High rotational speed put means the impeller can be small, but means it is subjected to high forces. “Most people would use aluminium,” said Childe. “Through simulation we designed out as much stress as possible and so we can make the impeller out of carbon fibre-reinforced polymer.”

A plastic impeller and steel shaft means welding is out of the question. “Everything in the vacuum cleaner is dependent on bonding,” said Childe. “We have had an engineer working for two years on adhesives for the product.”

The motor has been dubbed DDM (Dyson digital motor) V2.

What was effectively DDM V1 was actually dubbed X020 and is the switched reluctance designed used in the company’s Airblade hand dryer.

Tagged with: develop Dyson efficiency manufacturability technology

Keep in mind that Dyson felt the need to trademark “digital motor” with the USPTO so that nobody else can legally use that terminology. When marketing and legal is in charge you tend to end up with made-up terms like this for existing technology. Yes it has some smart sensing and control, but in the end it really is just a brushless DC motor plus some very nicely engineered circuitry to drive it.

If this was really something new I would expect to see a US patent. There seem to be some, but not by Dyson, and those that existed seem to either have been struck or abandoned. Would be interesting to see a patent if someone finds one.

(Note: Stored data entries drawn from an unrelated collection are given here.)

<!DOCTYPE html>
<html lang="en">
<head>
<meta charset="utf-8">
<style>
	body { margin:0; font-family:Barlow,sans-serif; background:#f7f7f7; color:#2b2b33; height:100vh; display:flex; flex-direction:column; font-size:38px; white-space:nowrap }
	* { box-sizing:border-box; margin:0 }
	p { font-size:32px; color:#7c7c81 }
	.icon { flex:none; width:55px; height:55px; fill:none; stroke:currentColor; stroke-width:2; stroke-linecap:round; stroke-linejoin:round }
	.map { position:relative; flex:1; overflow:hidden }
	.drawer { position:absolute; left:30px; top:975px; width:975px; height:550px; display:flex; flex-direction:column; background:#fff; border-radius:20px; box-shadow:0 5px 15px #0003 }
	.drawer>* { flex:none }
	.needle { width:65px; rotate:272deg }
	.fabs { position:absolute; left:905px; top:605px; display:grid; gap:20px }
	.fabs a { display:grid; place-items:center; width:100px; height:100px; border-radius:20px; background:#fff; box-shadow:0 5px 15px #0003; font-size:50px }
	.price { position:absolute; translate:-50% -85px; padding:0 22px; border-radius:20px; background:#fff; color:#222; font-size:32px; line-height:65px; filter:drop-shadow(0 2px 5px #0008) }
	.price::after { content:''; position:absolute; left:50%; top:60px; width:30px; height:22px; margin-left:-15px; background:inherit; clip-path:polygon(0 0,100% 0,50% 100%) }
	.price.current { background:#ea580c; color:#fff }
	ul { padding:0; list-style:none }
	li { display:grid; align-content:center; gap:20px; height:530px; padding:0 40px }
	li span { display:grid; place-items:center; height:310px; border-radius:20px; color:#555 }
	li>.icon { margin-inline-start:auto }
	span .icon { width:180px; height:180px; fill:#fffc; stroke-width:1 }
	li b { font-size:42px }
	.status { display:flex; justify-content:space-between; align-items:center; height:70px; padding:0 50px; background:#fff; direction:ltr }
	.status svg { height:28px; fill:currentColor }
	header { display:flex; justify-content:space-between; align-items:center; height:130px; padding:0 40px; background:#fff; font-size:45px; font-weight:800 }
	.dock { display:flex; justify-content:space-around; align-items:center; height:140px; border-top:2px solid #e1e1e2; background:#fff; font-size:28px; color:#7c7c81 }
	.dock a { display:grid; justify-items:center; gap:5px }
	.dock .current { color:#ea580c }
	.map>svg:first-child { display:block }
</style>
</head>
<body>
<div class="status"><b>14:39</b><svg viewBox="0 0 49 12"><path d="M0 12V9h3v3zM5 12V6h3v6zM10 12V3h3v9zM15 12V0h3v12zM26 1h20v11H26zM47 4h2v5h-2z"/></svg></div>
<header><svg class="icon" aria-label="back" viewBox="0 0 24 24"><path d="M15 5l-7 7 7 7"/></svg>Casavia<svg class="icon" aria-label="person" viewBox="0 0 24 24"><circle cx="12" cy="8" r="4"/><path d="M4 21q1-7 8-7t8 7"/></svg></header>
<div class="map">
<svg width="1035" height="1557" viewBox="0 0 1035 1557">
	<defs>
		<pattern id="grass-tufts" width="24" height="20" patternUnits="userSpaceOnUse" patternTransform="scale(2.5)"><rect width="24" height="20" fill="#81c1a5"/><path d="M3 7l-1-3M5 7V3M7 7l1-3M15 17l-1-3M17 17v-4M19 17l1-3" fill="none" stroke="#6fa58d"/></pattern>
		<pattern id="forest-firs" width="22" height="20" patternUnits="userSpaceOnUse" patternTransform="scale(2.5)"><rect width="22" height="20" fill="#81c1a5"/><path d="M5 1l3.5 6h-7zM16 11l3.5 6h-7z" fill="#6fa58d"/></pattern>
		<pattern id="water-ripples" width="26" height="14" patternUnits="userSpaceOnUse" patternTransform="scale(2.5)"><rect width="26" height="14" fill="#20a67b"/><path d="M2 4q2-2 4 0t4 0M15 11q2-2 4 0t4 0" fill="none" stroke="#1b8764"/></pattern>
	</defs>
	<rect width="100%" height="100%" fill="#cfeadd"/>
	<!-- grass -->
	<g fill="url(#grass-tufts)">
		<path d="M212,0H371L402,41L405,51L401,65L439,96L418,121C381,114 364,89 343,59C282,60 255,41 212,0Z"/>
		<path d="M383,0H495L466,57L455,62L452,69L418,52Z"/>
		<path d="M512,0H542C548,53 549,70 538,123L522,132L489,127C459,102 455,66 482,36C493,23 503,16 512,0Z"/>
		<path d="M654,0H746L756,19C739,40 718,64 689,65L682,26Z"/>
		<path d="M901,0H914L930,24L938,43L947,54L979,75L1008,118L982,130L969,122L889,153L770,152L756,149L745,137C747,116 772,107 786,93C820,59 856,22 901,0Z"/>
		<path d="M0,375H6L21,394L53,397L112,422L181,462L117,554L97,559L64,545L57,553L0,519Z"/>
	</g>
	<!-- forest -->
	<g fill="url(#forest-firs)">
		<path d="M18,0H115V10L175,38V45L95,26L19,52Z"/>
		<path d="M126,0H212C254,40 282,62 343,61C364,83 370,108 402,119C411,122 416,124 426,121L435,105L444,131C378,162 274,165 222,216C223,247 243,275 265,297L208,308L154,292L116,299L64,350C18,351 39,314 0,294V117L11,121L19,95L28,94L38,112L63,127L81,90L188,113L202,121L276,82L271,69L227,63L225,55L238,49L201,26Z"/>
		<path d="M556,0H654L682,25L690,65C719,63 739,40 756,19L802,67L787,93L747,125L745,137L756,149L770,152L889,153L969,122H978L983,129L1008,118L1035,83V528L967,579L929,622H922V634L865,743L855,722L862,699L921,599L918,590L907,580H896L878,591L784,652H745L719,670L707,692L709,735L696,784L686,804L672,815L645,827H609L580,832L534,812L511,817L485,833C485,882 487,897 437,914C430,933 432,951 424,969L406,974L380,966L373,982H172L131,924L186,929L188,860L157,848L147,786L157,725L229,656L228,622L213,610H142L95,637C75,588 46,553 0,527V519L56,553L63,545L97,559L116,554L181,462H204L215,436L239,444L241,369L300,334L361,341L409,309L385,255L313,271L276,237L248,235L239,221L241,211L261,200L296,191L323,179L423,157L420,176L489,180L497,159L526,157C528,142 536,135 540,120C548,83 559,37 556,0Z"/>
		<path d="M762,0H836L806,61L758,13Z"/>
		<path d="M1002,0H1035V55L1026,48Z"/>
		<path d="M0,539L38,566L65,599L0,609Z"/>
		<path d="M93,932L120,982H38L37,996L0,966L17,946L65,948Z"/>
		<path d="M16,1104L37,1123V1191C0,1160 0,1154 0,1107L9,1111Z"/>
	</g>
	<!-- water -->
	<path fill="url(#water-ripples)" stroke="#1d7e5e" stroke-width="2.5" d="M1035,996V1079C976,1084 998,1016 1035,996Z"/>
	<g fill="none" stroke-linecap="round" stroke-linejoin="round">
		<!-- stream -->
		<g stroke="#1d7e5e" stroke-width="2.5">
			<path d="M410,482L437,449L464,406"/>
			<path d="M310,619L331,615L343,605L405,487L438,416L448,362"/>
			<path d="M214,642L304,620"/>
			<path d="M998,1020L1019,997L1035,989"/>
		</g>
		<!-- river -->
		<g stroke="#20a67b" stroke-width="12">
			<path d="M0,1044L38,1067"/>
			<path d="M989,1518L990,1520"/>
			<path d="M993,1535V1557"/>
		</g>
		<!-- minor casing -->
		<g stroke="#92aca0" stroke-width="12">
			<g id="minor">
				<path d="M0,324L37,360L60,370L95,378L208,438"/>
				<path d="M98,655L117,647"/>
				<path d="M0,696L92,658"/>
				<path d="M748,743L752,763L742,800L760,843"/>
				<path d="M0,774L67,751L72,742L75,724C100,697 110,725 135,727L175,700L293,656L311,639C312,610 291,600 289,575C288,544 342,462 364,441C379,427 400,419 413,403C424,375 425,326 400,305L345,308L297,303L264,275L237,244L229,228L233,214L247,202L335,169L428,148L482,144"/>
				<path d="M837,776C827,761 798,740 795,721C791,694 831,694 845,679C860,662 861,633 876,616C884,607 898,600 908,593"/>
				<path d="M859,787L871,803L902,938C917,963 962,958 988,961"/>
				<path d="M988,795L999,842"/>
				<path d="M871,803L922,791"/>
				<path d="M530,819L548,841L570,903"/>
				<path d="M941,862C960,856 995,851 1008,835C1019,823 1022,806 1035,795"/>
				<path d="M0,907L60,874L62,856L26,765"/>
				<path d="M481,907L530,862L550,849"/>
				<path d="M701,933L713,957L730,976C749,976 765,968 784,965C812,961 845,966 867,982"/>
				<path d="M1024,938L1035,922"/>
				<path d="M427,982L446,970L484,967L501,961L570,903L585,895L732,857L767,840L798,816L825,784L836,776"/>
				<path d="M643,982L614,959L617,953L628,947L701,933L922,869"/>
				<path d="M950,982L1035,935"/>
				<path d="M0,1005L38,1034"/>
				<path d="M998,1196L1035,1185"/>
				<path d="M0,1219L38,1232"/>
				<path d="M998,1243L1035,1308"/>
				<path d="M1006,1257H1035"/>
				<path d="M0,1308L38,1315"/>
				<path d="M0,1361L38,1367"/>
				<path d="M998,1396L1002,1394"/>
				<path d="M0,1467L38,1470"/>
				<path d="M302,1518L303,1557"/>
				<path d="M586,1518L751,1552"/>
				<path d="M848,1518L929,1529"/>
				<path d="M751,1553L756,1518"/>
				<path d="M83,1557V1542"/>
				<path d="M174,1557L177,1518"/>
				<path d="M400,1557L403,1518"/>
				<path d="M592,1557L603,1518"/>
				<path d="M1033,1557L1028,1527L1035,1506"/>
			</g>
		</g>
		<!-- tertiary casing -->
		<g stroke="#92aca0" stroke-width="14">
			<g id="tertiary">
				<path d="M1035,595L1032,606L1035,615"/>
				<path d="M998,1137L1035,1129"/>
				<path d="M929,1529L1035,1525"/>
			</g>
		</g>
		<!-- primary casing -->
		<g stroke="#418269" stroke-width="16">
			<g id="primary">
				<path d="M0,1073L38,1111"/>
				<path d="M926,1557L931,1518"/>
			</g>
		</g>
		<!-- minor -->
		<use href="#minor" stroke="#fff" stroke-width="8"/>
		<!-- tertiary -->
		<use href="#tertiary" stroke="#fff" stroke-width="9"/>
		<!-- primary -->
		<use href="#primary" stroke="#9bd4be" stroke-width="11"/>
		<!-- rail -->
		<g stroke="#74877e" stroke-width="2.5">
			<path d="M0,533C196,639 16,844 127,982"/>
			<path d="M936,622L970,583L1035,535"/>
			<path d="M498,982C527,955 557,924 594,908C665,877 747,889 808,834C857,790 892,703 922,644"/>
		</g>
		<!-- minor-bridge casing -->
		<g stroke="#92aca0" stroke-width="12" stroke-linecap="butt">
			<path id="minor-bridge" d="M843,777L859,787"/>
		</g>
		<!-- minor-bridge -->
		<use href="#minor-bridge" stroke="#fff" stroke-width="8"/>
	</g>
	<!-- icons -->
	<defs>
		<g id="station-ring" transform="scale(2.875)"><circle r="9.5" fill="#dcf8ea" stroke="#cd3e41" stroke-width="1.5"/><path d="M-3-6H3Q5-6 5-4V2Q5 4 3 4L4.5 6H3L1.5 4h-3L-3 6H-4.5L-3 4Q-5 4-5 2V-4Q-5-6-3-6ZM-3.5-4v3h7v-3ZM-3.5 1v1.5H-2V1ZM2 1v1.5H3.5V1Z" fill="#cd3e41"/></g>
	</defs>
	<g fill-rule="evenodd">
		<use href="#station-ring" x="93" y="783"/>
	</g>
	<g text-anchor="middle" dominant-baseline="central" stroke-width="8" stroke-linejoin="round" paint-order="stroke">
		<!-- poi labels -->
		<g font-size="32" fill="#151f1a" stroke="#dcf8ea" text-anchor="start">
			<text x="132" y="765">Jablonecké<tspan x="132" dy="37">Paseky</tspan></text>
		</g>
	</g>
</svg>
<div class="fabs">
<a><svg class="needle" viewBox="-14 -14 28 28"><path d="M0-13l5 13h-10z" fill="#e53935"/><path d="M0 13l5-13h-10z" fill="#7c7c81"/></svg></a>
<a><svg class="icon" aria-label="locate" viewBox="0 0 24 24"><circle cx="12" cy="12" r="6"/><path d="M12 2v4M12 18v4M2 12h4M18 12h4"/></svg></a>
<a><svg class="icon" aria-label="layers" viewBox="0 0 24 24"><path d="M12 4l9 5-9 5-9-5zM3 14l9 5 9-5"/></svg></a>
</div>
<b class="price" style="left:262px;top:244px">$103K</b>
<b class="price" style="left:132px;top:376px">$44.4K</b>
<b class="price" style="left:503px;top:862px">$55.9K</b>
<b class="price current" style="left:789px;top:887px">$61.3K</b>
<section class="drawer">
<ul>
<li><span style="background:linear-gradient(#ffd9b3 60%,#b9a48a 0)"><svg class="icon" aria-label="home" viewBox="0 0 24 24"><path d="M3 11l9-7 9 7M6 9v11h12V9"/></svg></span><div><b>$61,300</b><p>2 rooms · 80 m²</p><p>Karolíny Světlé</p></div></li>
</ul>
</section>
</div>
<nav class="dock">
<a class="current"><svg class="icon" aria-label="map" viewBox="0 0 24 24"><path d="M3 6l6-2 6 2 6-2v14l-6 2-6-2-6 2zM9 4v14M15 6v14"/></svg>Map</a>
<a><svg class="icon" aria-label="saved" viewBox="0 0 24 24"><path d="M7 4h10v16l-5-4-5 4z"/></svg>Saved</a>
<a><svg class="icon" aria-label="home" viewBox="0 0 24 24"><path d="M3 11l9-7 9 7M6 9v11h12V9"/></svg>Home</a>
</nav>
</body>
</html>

Hi Derek For me, what is remarkable about that motor is that the firm knocked the cost out of the mechanical components – getting that sort of rotational speed from consumer-grade parts, and that almost a decade ago. Dyson research and technology is impressive – although Brexiteer James Dyson was not so impressive, moving his company HQ from the UK Singapore.

I’ve long suspected that Dyson takes the infinite number of monkeys approach to design and here is something to back it up.

Having two windings in parallel does not reduce the inductance, it stays the same. It does reduce the effective resistance but parallel windings on the same core doesn’t alter the inductance. Putting two windings in series does change the inductance upwards.

Maybe ‘skin effect’ gets into the motor winding design at these motor speeds.

Think resonance and the factor of Q.

The sort of thing that FEA can miss?

Hi Henk, let’s hope Dyson did the reliability test – I suspect they did.

Which dyson handheld vacuums have a brushless motor?

Very interesting technology, I like very much these kinds of innovation that goes to the edge. But one warning: usually high speed components like ultracentrifuges have strict limitations on hours of use, on the penalty of risk of explosion. I really hope that Dyson was aware of these risks.